FlyUX Airline Website

This project was undertaken as part of my Professional diploma in UX design through the UX Design Institute. The project involved redesigning the online flight booking experience for a new service named FlyUX. The entire UX process was undertaken, from thorough user research all the way through to the handover of high-fidelity screens for implementation.

User Research

The first stage of the project was to conduct user research to uncover the user's needs, goals and pain points regarding the online flight booking process. This involved running several different research activities;

  • User survey - 30 participants were surveyed to gather qualitative & quantitative data on people's behaviours and experiences with the flight booking process.
  • Usability Testing - 3 usability tests, where participants were given the task of booking flights on existing airline websites. The user's feelings, behaviours and pain points were revealed during this activity.
  • Depth interviews - 3 participants were interviewed to understand their previous experiences with online flight booking.
  • Competitor analysis - A UX audit was conducted on several competitor airlines' online flight booking processes. Some flight aggregator websites were also audited as part of this.

Research Triangulation

With the user research completed, a lot of raw data needed to be sorted out. So the next step was to use the triangulation method to abstract themes from the data. This triangulation was done through the UX technique of affinity diagramming. It's pretty simple; I created a Miro board and put each notable piece of feedback, quote, observation and survey result from the user research onto a separate sticky note on the board. Next, I started grouping related sticky notes together. When I was happy with the groupings of stickies, the final step was to label each group based on the content of its sticky notes. Some of the main themes included;

  • Frustration with airlines continuously trying to sell extra add-ons throughout the process.
  • Confusion about the airlines' policies around baggage allowances and difficulty knowing where to find this information.
  • The airline forced the user to log in/sign up to proceed with the booking.
  • Long loading times when searching for flights, some airlines more than others.
  • Confusion when trying to find the correct prices for flights, along with inconsistencies in prices.
  • Users struggling to navigate through the flow correctly. It proved difficult if a user wanted to go backwards or forward a step. Some airlines also had poor back button support.

Fly UX affinity diagram

Journey Mapping

Following the user research data triangulation, the next step was to journey map the flight booking process. This gave an excellent visualisation of the different stages in the flight booking process. It also highlighted the stages where the primary user pain points were. Generally, people's flight booking experiences started off positively, with excitement about their upcoming trip. But the experience became somewhat frustrating as they continued through the flow. Eventually, when people made it to the end of the booking process, they often expressed a sense of 'relief'.

Fly UX - Journey Map

User Flows

Creating user flows was the next step in the process. They were designed to show all possible paths (both 'required' and 'optional' paths) in the flight booking process that a user can go through. It also included the various actions that they could take along the way. User flows help identify the possible screens required in the design. They also highlight what actions will be necessary to enable the user to continue through the flow and any extra context the user might need to help them along. The journey map was referred to during the creation of the user flow. It helped me understand whether the new flow solves user problems/pain points identified throughout the user journey. The user flow went through a few iterations before I ultimately settled on a new, efficient flow that adequately solved the user's needs.

Fly UX User Flow

Early Sketch Wireframing

Next up, I did some rough early design ideation on pen and paper. This was done to generate quick, diverse ideas with a low level of refinement. The goal was to solve the primary user goals & pain points that were highlighted in the journey mapping. The user flow diagram was also used to identify what screens would be required, along with what actions & other content those screens might need. Eventually, these ideas were refined to a point where they adequately met the identified user needs for all the different elements of the flow.

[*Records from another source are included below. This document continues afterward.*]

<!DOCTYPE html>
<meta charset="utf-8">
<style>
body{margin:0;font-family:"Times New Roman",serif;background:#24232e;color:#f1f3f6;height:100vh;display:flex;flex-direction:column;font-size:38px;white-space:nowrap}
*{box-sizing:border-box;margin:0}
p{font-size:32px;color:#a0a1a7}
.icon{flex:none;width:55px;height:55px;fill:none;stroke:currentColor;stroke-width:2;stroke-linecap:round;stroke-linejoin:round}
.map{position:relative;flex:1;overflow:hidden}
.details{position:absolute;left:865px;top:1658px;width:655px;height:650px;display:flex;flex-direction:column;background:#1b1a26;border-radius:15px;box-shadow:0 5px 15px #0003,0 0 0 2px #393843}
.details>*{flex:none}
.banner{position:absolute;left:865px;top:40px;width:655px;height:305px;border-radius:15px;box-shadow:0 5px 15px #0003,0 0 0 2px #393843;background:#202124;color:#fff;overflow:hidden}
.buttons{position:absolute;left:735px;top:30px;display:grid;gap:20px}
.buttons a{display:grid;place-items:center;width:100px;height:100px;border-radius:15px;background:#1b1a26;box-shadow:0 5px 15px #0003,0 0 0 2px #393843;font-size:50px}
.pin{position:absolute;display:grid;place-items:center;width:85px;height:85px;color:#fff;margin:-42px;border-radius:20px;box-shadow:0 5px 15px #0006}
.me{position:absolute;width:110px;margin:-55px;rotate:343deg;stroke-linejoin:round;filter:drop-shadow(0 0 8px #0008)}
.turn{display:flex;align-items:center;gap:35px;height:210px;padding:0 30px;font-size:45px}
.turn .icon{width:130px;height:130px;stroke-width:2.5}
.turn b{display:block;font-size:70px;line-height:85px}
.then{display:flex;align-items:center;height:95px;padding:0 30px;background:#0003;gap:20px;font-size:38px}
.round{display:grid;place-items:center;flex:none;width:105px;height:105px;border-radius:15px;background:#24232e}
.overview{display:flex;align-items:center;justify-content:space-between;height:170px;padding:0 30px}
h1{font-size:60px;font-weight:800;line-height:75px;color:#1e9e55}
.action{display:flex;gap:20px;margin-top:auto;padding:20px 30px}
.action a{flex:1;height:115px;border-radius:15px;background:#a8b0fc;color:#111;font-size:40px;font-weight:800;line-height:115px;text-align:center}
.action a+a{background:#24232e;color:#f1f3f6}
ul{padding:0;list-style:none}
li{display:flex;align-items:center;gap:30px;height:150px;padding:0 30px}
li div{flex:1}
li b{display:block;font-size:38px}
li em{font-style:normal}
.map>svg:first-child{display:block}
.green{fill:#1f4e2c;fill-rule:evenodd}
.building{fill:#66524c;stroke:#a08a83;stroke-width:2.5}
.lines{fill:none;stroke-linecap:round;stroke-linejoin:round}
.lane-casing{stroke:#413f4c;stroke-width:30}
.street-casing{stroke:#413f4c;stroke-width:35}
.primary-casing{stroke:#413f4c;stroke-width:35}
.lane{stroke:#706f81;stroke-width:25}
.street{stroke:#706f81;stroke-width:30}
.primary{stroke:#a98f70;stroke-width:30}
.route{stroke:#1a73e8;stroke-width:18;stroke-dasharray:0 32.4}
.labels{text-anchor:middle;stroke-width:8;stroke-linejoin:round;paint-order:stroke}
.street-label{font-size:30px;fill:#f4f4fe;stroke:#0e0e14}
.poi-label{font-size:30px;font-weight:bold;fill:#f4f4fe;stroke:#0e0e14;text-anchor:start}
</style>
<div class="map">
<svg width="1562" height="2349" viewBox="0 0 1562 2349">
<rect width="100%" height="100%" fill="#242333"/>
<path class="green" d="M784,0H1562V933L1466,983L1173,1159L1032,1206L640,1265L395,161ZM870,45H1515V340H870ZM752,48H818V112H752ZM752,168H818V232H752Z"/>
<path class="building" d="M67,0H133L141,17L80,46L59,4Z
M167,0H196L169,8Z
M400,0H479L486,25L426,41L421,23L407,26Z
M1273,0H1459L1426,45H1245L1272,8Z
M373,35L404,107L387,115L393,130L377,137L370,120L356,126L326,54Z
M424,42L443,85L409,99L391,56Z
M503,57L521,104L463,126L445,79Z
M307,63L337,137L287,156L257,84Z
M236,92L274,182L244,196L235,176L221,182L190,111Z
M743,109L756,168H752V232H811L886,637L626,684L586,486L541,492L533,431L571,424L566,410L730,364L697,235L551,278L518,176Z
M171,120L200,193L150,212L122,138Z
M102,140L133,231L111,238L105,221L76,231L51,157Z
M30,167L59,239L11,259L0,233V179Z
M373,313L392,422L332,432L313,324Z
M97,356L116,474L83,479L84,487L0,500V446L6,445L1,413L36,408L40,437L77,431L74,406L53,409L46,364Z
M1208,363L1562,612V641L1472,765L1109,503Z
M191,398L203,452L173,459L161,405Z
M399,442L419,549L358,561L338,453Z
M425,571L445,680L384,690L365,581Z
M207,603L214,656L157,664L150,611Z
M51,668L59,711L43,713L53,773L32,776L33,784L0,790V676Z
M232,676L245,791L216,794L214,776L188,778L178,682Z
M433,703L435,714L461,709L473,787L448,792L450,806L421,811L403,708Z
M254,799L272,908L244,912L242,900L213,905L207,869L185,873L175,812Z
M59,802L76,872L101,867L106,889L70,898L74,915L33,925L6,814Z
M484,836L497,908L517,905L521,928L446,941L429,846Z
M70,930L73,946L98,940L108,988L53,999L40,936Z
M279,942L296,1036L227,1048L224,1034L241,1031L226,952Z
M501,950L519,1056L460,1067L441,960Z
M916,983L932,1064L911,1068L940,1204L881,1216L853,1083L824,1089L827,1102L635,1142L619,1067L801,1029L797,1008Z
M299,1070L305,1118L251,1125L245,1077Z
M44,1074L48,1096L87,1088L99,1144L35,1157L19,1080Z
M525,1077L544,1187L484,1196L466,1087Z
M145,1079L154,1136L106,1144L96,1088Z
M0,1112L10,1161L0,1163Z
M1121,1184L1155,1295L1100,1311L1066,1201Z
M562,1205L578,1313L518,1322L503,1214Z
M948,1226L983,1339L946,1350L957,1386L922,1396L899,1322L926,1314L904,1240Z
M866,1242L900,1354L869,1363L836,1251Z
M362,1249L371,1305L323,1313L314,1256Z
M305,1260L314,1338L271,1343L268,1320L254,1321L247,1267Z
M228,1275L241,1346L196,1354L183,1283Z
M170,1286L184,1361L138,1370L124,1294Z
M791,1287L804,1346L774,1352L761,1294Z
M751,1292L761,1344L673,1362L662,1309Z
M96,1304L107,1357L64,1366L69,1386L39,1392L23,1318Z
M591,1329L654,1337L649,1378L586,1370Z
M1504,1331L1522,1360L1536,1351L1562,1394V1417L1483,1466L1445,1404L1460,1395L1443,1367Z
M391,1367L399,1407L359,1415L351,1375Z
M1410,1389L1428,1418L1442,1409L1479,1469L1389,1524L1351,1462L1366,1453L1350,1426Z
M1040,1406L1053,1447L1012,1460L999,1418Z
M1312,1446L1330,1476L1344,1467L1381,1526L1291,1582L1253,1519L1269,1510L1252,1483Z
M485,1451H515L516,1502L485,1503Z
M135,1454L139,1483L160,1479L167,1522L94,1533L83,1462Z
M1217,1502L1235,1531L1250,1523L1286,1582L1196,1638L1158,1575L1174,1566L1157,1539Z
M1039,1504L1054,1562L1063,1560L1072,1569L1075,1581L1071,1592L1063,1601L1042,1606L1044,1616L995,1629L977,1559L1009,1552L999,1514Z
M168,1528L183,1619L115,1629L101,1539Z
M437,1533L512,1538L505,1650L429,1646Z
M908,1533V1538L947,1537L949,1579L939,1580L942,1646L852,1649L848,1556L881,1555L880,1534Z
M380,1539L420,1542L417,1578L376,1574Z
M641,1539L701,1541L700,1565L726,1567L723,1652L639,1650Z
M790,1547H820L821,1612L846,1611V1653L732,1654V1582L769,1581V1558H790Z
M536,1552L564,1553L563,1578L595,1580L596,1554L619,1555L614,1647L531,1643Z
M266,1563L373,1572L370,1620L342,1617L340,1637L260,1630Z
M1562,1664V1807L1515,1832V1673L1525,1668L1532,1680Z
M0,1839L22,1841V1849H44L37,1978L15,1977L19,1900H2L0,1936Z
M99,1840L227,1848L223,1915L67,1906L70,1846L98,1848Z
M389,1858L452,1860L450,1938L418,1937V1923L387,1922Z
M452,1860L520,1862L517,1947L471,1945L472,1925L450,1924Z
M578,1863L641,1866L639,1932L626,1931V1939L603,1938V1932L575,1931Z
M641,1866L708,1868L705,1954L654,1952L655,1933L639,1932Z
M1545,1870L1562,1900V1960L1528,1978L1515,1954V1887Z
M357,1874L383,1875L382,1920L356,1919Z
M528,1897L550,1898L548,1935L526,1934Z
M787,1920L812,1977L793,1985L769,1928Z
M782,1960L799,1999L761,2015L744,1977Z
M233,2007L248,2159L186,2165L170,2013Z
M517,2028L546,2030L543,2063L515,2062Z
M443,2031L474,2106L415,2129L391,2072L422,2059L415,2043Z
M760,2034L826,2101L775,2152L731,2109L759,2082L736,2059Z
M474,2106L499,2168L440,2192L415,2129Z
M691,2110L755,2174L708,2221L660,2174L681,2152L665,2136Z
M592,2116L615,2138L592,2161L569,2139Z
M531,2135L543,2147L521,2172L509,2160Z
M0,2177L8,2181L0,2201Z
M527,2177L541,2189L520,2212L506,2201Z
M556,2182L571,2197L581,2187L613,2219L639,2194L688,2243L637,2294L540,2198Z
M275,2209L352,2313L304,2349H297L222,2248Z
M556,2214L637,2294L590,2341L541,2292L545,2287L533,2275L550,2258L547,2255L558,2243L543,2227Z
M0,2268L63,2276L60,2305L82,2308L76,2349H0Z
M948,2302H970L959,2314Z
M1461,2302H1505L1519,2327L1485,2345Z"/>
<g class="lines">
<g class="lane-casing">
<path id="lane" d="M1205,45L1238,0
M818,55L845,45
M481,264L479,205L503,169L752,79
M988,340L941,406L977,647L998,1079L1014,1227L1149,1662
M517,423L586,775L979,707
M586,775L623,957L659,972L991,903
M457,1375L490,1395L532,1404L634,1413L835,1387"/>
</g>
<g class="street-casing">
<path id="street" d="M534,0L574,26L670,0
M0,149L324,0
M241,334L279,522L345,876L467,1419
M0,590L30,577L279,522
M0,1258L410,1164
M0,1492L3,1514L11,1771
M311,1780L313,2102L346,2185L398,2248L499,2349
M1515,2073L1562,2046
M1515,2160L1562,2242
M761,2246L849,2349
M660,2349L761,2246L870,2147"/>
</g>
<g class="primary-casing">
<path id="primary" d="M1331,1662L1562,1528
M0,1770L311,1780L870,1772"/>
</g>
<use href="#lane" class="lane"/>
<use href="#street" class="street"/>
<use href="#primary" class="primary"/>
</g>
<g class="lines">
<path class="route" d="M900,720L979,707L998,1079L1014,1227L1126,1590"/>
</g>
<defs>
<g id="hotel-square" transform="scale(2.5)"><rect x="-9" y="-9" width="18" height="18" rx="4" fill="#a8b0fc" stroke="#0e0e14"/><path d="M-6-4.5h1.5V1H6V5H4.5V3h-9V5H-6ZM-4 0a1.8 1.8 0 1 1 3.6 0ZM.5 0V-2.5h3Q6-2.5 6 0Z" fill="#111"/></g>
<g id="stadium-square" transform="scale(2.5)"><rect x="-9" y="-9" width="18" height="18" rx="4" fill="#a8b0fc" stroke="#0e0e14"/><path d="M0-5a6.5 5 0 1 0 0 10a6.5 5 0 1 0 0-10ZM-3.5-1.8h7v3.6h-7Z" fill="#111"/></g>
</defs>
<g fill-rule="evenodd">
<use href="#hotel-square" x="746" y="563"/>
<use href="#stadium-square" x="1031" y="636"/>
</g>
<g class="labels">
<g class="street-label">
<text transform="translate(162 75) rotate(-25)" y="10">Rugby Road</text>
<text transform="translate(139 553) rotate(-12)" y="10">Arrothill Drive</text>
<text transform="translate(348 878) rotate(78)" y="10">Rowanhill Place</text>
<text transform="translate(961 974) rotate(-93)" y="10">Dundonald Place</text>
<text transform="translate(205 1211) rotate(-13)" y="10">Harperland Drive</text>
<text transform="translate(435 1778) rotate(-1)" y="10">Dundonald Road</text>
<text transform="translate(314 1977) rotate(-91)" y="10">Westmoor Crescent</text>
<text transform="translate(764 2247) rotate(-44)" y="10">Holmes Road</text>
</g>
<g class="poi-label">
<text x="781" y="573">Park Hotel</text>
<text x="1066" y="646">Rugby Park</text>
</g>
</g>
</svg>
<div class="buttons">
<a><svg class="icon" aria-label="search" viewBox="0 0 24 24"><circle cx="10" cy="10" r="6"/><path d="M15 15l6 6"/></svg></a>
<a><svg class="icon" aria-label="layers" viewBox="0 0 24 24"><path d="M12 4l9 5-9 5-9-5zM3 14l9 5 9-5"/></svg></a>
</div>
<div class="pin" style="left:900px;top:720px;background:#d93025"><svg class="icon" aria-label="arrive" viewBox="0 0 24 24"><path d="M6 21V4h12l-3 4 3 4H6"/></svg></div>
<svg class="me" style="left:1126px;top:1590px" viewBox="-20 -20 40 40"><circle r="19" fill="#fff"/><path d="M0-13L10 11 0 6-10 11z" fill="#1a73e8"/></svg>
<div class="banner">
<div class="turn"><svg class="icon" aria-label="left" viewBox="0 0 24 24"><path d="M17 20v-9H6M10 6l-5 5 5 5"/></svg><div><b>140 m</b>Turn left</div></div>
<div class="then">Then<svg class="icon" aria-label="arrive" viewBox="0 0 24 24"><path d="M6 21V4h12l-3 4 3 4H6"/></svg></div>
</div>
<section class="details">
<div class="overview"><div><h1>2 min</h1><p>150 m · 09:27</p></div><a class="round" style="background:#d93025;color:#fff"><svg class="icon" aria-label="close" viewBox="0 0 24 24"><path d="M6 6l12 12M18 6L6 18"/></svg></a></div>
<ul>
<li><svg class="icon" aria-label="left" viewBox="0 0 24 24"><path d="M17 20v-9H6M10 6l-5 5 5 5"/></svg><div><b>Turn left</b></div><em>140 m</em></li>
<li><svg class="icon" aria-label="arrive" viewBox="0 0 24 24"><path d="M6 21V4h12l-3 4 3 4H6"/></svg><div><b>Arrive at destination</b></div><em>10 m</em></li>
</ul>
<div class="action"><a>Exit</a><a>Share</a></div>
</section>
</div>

A few early sketches from the ideation phase of the project;

Final Designs & Prototype

I then started working in Sketch to transform the sketched designs into higher fidelity screens. This took a bit of work to land on a set of designs for the entire end-to-end flow that I was happy with. I had to thoroughly think through things like the different component states and edge cases that could arise. Next, I created a prototype of the whole flow in Framer to demonstrate how the solution would work as a whole.

Final Developer Handover

The final part of the project was to create a handover PDF for hypothetical developers to implement. This included detailed instructions for developers to consider if they were implementing the designs. I've learned over the last few years that all the fine little details count during this. You don't want to leave anything to chance. Developers will sometimes overlook design details if they're not defined explicitly.